Abstract
Background
ED super-utilizers (patients with 5 or more visits/year) comprise only 5% of the patients seen yet comprise 25% of total ED visits. Though the reasons for this are multifactorial, the cost to the patient and the community is exceedingly high. The cost is not just monetary; care of these patients is inappropriately fragmented and their presence in the ED may contribute to overcrowding affecting the community's emergency readiness. Previous studies using staff trained to help patients navigate their care options have had conflicting results.
Objectives
To determine whether a trained Patient Navigator (PN) can reduce ED use and costs in super-utilizers over a one year period.
Methods
Super-utilizers were enrolled in a prospective randomized controlled clinical trial. Patients were randomized into the treatment arm and met with a PN who reviewed their diagnosis, associated care plan and identified proper primary care services and community resources for follow-up. The remaining control group was provided standard care.

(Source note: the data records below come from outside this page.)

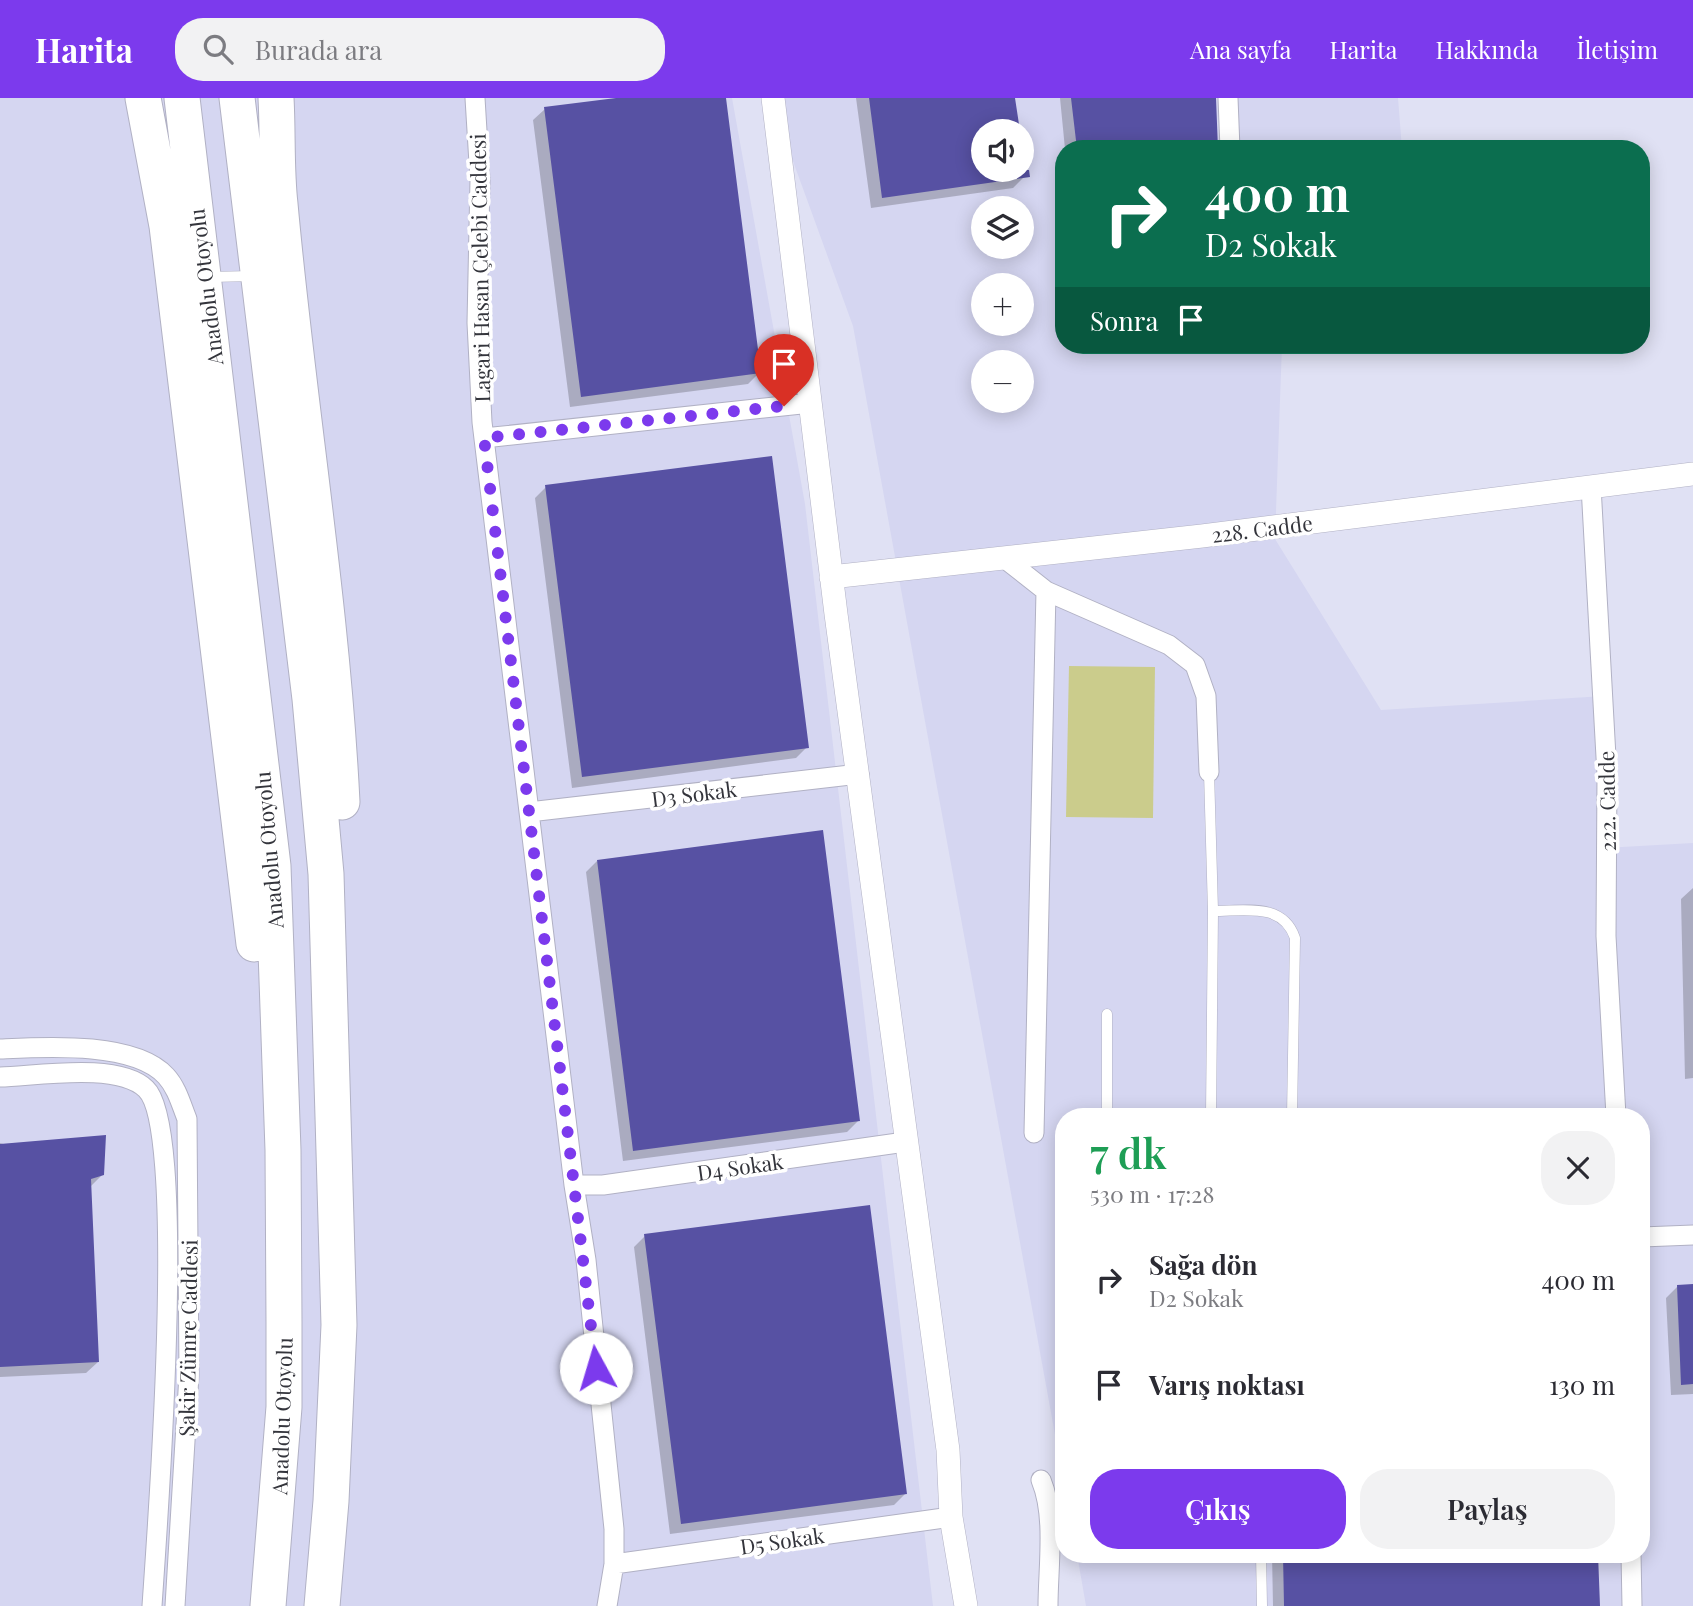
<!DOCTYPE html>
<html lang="tr">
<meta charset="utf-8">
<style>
:root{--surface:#fff;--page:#f2f2f3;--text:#2b2b33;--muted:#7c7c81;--accent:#7c3aed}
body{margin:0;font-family:"Playfair Display",serif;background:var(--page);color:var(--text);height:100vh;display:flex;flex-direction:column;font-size:26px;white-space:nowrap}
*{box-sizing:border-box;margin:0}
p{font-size:23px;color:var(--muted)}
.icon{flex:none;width:38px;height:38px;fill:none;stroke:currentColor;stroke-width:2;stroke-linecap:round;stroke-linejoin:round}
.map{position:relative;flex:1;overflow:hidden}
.side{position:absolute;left:1055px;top:1010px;width:595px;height:455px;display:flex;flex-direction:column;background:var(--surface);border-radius:28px;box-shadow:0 4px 18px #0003}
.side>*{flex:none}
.hud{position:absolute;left:1055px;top:42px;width:595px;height:214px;border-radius:28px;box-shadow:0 4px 18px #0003;background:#0b6e4f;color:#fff;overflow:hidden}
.controls{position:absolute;left:971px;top:21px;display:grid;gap:14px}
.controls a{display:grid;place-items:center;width:63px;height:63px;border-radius:50%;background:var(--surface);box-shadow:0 4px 18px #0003;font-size:35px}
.pin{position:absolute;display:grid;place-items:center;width:60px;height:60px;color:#fff;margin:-72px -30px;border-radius:50% 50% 50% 0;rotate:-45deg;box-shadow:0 0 7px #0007}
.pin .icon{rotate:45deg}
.me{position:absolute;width:77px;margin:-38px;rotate:354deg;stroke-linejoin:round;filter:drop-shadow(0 0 5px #0008)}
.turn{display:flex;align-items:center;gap:24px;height:147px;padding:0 35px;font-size:32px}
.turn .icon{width:91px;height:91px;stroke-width:2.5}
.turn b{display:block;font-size:49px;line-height:60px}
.then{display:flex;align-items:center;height:66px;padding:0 35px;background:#0003;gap:14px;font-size:26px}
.round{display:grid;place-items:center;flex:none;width:74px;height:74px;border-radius:28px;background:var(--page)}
.summary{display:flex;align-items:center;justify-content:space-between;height:119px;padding:0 35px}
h1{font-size:42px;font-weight:600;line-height:52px;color:#1e9e55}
.button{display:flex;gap:14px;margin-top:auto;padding:14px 35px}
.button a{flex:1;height:80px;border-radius:28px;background:var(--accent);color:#fff;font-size:28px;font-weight:600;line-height:80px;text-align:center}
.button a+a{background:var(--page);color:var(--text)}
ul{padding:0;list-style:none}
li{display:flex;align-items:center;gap:21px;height:105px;padding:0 35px}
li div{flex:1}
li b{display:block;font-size:26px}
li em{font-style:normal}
header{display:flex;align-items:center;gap:42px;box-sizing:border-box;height:98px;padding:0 35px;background:var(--accent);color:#fff}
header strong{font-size:33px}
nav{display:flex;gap:38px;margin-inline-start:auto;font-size:24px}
.search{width:490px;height:63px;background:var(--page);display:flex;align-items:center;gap:18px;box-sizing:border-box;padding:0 24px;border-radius:28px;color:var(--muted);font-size:26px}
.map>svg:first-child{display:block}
</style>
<header>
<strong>Harita</strong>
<div class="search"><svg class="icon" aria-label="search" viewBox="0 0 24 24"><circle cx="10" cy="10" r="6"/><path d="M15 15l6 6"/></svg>Burada ara</div>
<nav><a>Ana sayfa</a><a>Harita</a><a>Hakkında</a><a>İletişim</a></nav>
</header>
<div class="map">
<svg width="1693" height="1508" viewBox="0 0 1693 1508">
<rect width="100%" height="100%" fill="#e0e1f4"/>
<path fill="#d5d6f1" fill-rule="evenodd" d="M0,0H732L805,406L933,1508H0Z
M770,0H1398L1402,51H1064V247H1282L1275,441L1381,612L1604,598V750L1693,745V1508H1086L1077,1456H1642V1018H1064V1386L853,228ZM984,33H1022V72H984ZM984,110H1022V149H984ZM984,187H1022V226H984ZM984,264H1022V303H984Z"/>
<path fill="#cbcc8c" d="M1069,568L1155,569L1153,720L1066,719Z"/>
<path fill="#0003" d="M630,0H725L760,274L748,286L570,309L533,22L545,11Z
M856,0H1013L1018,33H984V72H1022V64L1024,79L1013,90L871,110Z
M1060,0H1215L1216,51H1065Z
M546,389L807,649L796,660L572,690L535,400Z
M597,763L858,1023L847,1034L623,1063L586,774Z
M1693,790V980L1685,981L1681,801Z
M0,1045L102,1077L90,1089L98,1264L86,1275L0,1279Z
M645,1138L905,1396L894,1407L670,1436L634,1149Z
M1693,1188V1296L1671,1297L1666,1200L1677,1189Z
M1272,1456H1597L1598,1508H1273Z"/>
<path fill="#5751a3" d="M616,0H726L761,275L581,299L544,9Z
M869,0H1015L1020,33H984V72H1029L1030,79L882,100Z
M1071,0H1216L1218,51H1077Z
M772,358L809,650L582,679L545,387Z
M823,732L860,1023L633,1053L597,762Z
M106,1037L104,1077L91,1081L99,1264L0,1269V1046Z
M870,1107L907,1396L681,1426L644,1136Z
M1693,1186V1286L1681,1287L1677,1187Z
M1283,1456H1598L1600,1508H1284Z"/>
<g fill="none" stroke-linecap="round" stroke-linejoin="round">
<g stroke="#b1b1c4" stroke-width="11">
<path id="service" d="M209,179L253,178
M1209,674L1213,813L1211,1018
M1213,813C1245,813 1283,804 1295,840L1292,1018
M1107,1018V916
M1261,1456L1262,1508"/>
</g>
<g stroke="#b1b1c4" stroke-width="21">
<path id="minor" d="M475,0L480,82L477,225L482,324L574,1087L586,1162L614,1431V1466L607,1508
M1228,0L1230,51
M484,340L811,305
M1591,388L1607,677L1606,838L1616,1018
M1004,460L1046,493L1169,547L1195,567L1206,598L1209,674
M529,714L859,676
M0,951C44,949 134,943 166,978C177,990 181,1006 187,1021L189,1277L175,1508
M0,979C37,978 118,964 146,991C188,1030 157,1433 152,1508
M1034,1035L1046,493
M574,1087H603L905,1044
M1642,1139L1693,1137
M1041,1382C1056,1418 1048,1469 1048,1508
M1631,1456L1632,1508
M614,1466L951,1419"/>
</g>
<g stroke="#b1b1c4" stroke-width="24">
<path id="tertiary" d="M773,0L836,516L948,1352L951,1419L966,1508
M831,479L1202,438L1693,376"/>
</g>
<g stroke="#b1b1c4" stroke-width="37">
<path id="motorway" d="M143,0L167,128L254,846
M182,0L273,768L283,1052L284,1224V1309L268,1508
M237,0L310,601L326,776L339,1227L331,1403L322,1508
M276,0C278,35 276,71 280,106C298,306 332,503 342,704"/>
</g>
<use href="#service" stroke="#fff" stroke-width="10"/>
<use href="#minor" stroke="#fff" stroke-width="19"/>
<use href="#tertiary" stroke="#fff" stroke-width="23"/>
<use href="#motorway" stroke="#fff" stroke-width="35"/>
</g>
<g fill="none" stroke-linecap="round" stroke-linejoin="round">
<path stroke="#7c3aed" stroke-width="12" stroke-dasharray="0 21.6" d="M596,1270L484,340L784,308"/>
</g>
<g text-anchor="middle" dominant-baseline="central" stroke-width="7" stroke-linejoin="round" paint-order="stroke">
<g font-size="21" fill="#34353c" stroke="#fff">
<text transform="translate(479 170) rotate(-91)">Lagari Hasan Çelebi Caddesi</text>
<text transform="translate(205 189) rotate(-97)">Anadolu Otoyolu</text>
<text transform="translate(1262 430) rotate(-7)">228. Cadde</text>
<text transform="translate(694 695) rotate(-7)">D3 Sokak</text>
<text transform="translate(1606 703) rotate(-91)">222. Cadde</text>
<text transform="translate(268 752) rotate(-95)">Anadolu Otoyolu</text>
<text transform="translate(740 1068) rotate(-8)">D4 Sokak</text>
<text transform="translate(187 1240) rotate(-89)">Şakir Zümre Caddesi</text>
<text transform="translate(281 1318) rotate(-88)">Anadolu Otoyolu</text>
<text transform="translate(782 1442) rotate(-8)">D5 Sokak</text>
</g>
</g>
</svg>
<div class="controls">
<a><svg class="icon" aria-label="sound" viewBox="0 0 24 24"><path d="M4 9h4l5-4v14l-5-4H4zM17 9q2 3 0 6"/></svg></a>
<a><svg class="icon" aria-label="layers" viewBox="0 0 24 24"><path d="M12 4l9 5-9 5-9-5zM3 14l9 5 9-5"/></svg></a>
<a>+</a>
<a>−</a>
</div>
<div class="pin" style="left:784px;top:308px;background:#d93025"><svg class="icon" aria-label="arrive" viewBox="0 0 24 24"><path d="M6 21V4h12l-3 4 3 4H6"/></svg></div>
<svg class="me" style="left:596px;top:1270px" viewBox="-20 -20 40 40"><circle r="19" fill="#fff"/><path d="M0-13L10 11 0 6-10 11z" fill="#7c3aed"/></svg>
<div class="hud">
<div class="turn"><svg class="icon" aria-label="right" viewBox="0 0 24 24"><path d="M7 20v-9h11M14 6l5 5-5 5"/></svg><div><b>400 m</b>D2 Sokak</div></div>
<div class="then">Sonra<svg class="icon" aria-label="arrive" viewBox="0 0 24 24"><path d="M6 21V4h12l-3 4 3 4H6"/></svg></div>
</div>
<section class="side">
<div class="summary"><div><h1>7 dk</h1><p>530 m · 17:28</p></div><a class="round"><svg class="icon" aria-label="close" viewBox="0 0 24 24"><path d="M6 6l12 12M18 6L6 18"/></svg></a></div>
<ul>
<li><svg class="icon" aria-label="right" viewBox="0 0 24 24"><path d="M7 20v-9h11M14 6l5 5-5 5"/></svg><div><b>Sağa dön</b><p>D2 Sokak</p></div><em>400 m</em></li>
<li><svg class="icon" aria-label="arrive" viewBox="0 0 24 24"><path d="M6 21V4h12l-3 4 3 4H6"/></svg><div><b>Varış noktası</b></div><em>130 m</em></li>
</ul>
<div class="button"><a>Çıkış</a><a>Paylaş</a></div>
</section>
</div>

Both groups were given a follow-up call and survey by the PN within 7 days of their visit who assessed primary care follow-up and patient satisfaction using a 4 point Likert scale. After twelve months, the patients' return ED visits and ED costs were compared to the year prior and primary care compliance and satisfaction were measured using Student-T tests with Bonferroni correction or Mann-Whitney U tests.
Results
282 patients were enrolled (148 in navigation treatment group, 134 controls). Patients were similarly matched in age, race, gender, insurance and chief complaints. Overall ED visits decreased during the 12 month study period, compared to the 12 months prior to enrollment (2249 visits prior to 2050 visits during study period, -8.8%). There was a greater decrease in ED visits from the pre-enrollment year to post-enrollment year in the treatment group (1148 visits to 996 visits, -13.2%) compared to the control group (1101 visits to 1054 visits, -4.3%)(p <0.05). Overall healthcare costs (ED and hospital) for all 282 patients decreased in the year after compared to the 12 months prior to enrollment ($3.9M to $3.1M) with a greater decrease in the navigation treatment group (-26.6%) compared to the control group (-17.5%). Patient surveys found no difference in patient satisfaction in pre and post-enrollment periods but there was an increase in PCP use over the 12 month follow-up period in the treatment group (6.42 visits/patient) compared to the control group (4.07 visits/patient) (p < 0.05).
Conclusion
Our data showed that the overall number of return ED visits and costs did decrease for both groups, potentially inferring a placebo effect for the use of a PN, however the decrease in ED visits and costs were greater in the treatment group. One year follow-up noted an increase in PCP visits in the navigation group. Use of a PN may be cost effective.